Postado por Fabiano Venancio - Maior município do Norte Fluminense, Campos terminou 2024 em boa situação fiscal, com índice de 0,6021, de acordo com o Índice Firjan de Gestão Fiscal (IFGF). Alguns municípios da região, no entanto, estão entre os que menos destinaram recursos de suas receitas orçamentárias em investimentos no ano de 2024. Entre eles, São Francisco de Itabapaona, que terminou 2024 na gestão Francimara Barbosa Lemos com situação fiscal em nível crítico, com 0,2869 ponto. O município apresentou forte dependência de transferências governamentais para custear despesas básicas, obtendo nota zero no IFGF. O Campos 24 Horas mostra nesta matéria a avaliação do economista Alcimar Chagas, da Universidade Estadual do Norte Fluminense (UENF), e do presidente da Firjan, Luiz Césio Caetano, a respeito das receitas orçamentárias das Prefeituras.
Já São João da Barra teve o segundo melhor desempenho, com 0,8061, e classificação de excelência na gestão fiscal. (Leia mais abaixo)
O segundo pior município foi São Fidélis com índice de 0,4332. Macaé, por sua vez, alcançou o desempenho regional com índice de 0,9471 ponto; Conceição de Macabu com 0,6548.

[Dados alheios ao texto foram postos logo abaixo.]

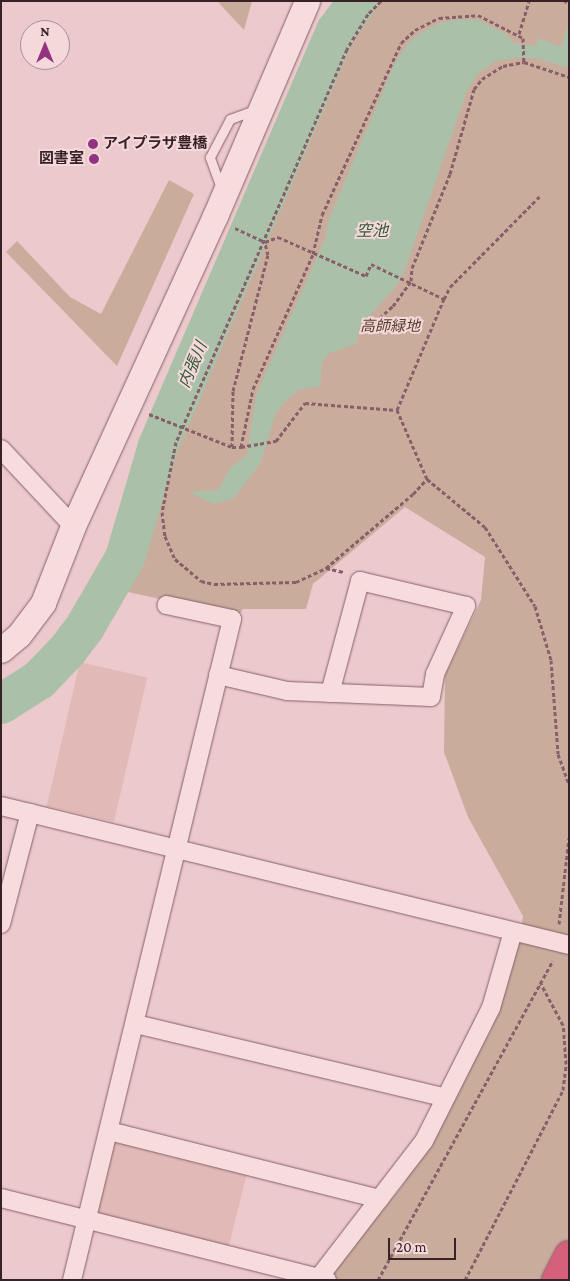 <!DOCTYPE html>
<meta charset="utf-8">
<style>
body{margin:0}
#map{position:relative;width:570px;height:1281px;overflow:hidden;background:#ecc9cc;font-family:"Crimson Pro","Noto Sans JP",serif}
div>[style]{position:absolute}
.farmland>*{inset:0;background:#e1b9b7;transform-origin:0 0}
.green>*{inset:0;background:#caac9d}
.water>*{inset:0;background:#abc0a9}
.river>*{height:40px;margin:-20px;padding:0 20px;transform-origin:20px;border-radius:20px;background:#abc0a9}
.path>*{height:3px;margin-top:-1.5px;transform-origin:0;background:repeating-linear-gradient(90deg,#875f69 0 4px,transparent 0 6.5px)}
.roads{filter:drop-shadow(0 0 1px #875f69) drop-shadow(0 0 1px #875f69)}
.lane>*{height:9px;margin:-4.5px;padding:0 4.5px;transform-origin:4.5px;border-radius:4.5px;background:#f7dcde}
.street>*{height:18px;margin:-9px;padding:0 9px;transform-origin:9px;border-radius:9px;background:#f7dcde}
.secondary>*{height:25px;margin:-12.5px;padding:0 12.5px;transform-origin:12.5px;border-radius:12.5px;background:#f7dcde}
.highway>*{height:28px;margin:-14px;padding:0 14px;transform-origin:14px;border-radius:14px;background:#d4607b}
.dots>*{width:14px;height:14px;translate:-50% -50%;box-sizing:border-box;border:2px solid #f4d8da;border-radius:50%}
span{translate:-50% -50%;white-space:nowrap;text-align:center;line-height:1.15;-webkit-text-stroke:4px #f4d8da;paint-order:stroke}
.poi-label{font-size:15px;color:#392128;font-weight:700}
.left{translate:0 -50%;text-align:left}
.right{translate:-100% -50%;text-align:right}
.park-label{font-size:15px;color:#543d29;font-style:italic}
.water-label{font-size:16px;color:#325737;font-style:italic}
.frame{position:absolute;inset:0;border:2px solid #392128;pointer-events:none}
.north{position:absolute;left:20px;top:20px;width:50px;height:50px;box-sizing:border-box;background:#f4d8da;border:1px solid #a98f93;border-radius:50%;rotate:0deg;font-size:14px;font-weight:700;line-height:20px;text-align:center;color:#392128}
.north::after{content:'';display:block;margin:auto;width:18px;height:22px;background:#92337f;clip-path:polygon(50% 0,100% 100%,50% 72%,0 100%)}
.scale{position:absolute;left:388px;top:1238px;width:68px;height:22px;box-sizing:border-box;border:2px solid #392128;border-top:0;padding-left:6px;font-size:15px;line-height:18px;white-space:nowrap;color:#392128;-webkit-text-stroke:4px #f4d8da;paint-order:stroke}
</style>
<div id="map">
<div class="farmland">
<div style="left:80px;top:662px;width:69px;height:148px;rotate:13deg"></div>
<div style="left:112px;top:1140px;width:139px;height:76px;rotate:14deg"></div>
</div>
<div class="green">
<div style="clip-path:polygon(217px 1px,252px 1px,244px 30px)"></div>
<div style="clip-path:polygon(339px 1px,569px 1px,569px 1280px,324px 1280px,400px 1189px,427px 1147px,491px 1030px,521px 929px,523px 916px,468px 817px,444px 752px,445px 675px,481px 600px,485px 557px,405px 507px,313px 584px,306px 609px,243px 609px,238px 616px,128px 592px,172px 439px,148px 428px)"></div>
<div style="clip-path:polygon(169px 180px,194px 194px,117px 366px,6px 252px,17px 241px,70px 297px,101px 314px)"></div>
</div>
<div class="water">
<div style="clip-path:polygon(463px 19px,478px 20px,503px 32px,514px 43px,537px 46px,537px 38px,561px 47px,569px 21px,569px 68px,536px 58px,514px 58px,495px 61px,478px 74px,467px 91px,405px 269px,397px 285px,359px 328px,356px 344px,329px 353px,322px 362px,320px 386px,298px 390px,282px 405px,276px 413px,260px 464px,234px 498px,214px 504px,189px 492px,218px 490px,230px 468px,247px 455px,256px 395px,325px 239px,329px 219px,396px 60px,410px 41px,425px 30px,442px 22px)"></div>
</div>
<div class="river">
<div style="left:1px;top:704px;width:45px;rotate:-32.3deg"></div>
<div style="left:39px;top:680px;width:40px;rotate:-46deg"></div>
<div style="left:67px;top:651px;width:30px;rotate:-53deg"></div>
<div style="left:85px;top:627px;width:80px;rotate:-59.9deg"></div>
<div style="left:125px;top:558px;width:117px;rotate:-73.6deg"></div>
<div style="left:158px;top:446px;width:452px;rotate:-66.8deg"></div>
<div style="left:336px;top:31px;width:37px;rotate:-54deg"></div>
</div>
<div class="path">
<div style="left:381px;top:1px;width:18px;rotate:135deg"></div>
<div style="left:368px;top:14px;width:41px;rotate:121deg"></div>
<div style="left:347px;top:49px;width:429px;rotate:113.5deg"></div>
<div style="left:176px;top:442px;width:71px;rotate:101.3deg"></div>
<div style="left:162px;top:512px;width:24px;rotate:83deg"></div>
<div style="left:165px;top:536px;width:25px;rotate:67deg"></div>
<div style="left:175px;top:559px;width:34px;rotate:40deg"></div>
<div style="left:201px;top:581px;width:13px;rotate:13deg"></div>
<div style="left:214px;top:584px;width:82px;rotate:-1.4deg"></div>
<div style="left:296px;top:582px;width:33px;rotate:-25deg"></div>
<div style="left:326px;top:568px;width:114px;rotate:-40.4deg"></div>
<div style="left:413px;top:494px;width:21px;rotate:-47deg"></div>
<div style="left:427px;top:479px;width:75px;rotate:-113.5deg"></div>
<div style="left:397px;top:410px;width:121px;rotate:-67.1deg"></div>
<div style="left:444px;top:299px;width:13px;rotate:-63deg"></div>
<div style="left:450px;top:287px;width:129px;rotate:-45.3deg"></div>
<div style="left:564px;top:1px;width:3px;rotate:18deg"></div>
<div style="left:519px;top:34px;width:34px;rotate:-73deg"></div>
<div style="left:235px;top:228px;width:33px;rotate:25deg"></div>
<div style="left:265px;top:242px;width:14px;rotate:-21deg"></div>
<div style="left:278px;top:237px;width:96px;rotate:23.9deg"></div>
<div style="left:366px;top:276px;width:13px;rotate:-67deg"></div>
<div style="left:371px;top:264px;width:81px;rotate:25.6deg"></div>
<div style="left:365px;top:331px;width:38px;rotate:-42deg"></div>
<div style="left:393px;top:306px;width:31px;rotate:-54deg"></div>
<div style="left:411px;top:281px;width:13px;rotate:-86deg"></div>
<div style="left:412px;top:268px;width:101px;rotate:-68deg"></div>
<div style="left:450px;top:174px;width:88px;rotate:-74.2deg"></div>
<div style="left:474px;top:89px;width:13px;rotate:-51deg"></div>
<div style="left:482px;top:79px;width:25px;rotate:-32deg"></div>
<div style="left:503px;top:66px;width:21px;rotate:-11deg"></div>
<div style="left:524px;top:62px;width:47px;rotate:18.4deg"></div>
<div style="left:149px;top:414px;width:89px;rotate:21.7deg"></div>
<div style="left:232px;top:447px;width:9px"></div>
<div style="left:241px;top:447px;width:36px;rotate:-10deg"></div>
<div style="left:276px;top:441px;width:48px;rotate:-52.7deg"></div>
<div style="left:305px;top:403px;width:92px;rotate:4.4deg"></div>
<div style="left:232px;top:447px;width:56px;rotate:-89deg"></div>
<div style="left:233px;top:391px;width:140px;rotate:-75.6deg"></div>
<div style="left:268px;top:255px;width:12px;rotate:-104deg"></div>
<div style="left:241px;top:447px;width:59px;rotate:-78.3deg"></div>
<div style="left:253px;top:389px;width:148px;rotate:-66deg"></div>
<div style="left:313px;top:254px;width:40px;rotate:-77deg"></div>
<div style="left:322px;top:215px;width:189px;rotate:-65.3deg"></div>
<div style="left:401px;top:43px;width:19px;rotate:-43deg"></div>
<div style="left:415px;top:30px;width:27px;rotate:-27deg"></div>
<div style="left:439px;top:18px;width:39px;rotate:-4deg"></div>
<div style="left:478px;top:15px;width:51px;rotate:27.1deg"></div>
<div style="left:523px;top:38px;width:24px;rotate:88deg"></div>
<div style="left:427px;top:479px;width:75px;rotate:39.6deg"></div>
<div style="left:485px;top:527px;width:93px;rotate:57.7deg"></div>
<div style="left:535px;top:606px;width:56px;rotate:73.5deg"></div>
<div style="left:551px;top:660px;width:94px;rotate:85.7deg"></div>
<div style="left:558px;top:754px;width:33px;rotate:70deg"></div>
<div style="left:326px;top:568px;width:18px;rotate:13deg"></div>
<div style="left:559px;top:924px;width:87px;rotate:-83.4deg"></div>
<div style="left:378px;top:1280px;width:364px;rotate:-61.3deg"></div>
<div style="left:465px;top:1280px;width:214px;rotate:-62.7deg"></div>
<div style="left:563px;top:1090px;width:26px;rotate:-83deg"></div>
<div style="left:566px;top:1064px;width:39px;rotate:-94deg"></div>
<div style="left:563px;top:1025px;width:47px;rotate:-118.2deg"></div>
</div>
<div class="roads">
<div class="lane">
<div style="left:221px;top:188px;width:33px;rotate:-110deg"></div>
<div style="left:210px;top:157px;width:43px;rotate:-62.2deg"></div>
<div style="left:230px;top:119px;width:27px;rotate:-20deg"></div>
</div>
<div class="street">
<div style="left:1px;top:449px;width:105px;rotate:46.9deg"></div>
<div style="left:218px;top:675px;width:71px;rotate:13.1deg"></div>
<div style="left:287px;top:691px;width:144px;rotate:2.4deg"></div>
<div style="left:431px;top:697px;width:23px;rotate:-80deg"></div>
<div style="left:435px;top:674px;width:75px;rotate:-65.5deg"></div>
<div style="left:466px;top:606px;width:109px;rotate:-166.7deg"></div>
<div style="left:360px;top:581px;width:116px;rotate:105deg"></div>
<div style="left:1px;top:806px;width:585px;rotate:13.75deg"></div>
<div style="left:1px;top:924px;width:115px;rotate:-75.4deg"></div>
<div style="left:136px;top:1024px;width:316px;rotate:13.4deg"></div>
<div style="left:109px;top:1131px;width:279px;rotate:14.1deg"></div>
<div style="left:1px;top:1198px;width:336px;rotate:14.1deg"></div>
<div style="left:72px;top:1280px;width:680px;rotate:-76.39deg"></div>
<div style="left:232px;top:619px;width:67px;rotate:-168deg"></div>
<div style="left:317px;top:1280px;width:175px;rotate:-52.4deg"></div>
<div style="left:424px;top:1141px;width:149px;rotate:-63.3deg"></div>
<div style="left:491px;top:1008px;width:79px;rotate:-73.9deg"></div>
</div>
<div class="secondary">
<div style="left:1px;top:650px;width:23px;rotate:-40deg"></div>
<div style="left:19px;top:635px;width:40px;rotate:-53deg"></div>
<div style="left:43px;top:603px;width:83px;rotate:-68.7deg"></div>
<div style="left:73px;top:526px;width:341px;rotate:-65.4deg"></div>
<div style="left:215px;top:216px;width:234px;rotate:-66.8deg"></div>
</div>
<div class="highway">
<div style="left:556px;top:1280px;width:28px;rotate:-63deg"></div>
</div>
</div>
<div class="dots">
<div style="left:93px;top:144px;background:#92337f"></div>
<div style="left:94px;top:159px;background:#92337f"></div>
</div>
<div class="poi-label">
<span class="left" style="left:103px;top:144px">アイプラザ豊橋</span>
<span class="right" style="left:84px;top:159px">図書室</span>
</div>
<div class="park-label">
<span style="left:390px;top:327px">高師緑地</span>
</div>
<div class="water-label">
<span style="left:372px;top:231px">空池</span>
<span style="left:193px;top:365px;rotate:-67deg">内張川</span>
</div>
<div class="frame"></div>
<div class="north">N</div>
<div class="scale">20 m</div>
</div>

O IFGF, que analisa as contas de mais de cinco mil municípios brasileiros em quatro indicadores, mostra que as cidades fluminenses investem, em média, somente 4,6% da receita, menos da metade de 10,2 da média nacional.
Os municípios fluminenses registram 0,3715 ponto no indicador de Investimentos do estudo, que varia de zero a um ponto, e são os que menos priorizam investimentos públicos no Brasil.
O estudo revela que 16 prefeituras fluminenses comprometem mais de 54% da receita com gastos com pessoal, acima da Lei de Responsabilidade Fiscal. Outros cinco municípios destinam mais de 60% da receita para esse tipo de despesa.
O presidente da Firjan, Luiz Césio Caetano chamou atenção que a situação ocorreu num momento de conjuntura econômica favorável e maior repasse para os municípios. "Toda a sociedade precisa acompanhar e cobrar dos gestores maior compromisso com o dinheiro público. Não podemos aceitar este cenário", ponderou. (Leia mais abaixo)
Caetano ressaltou ainda que as cidades precisam melhorar a geração de recursos para não continuarem tão dependentes de transferências", acrescentou.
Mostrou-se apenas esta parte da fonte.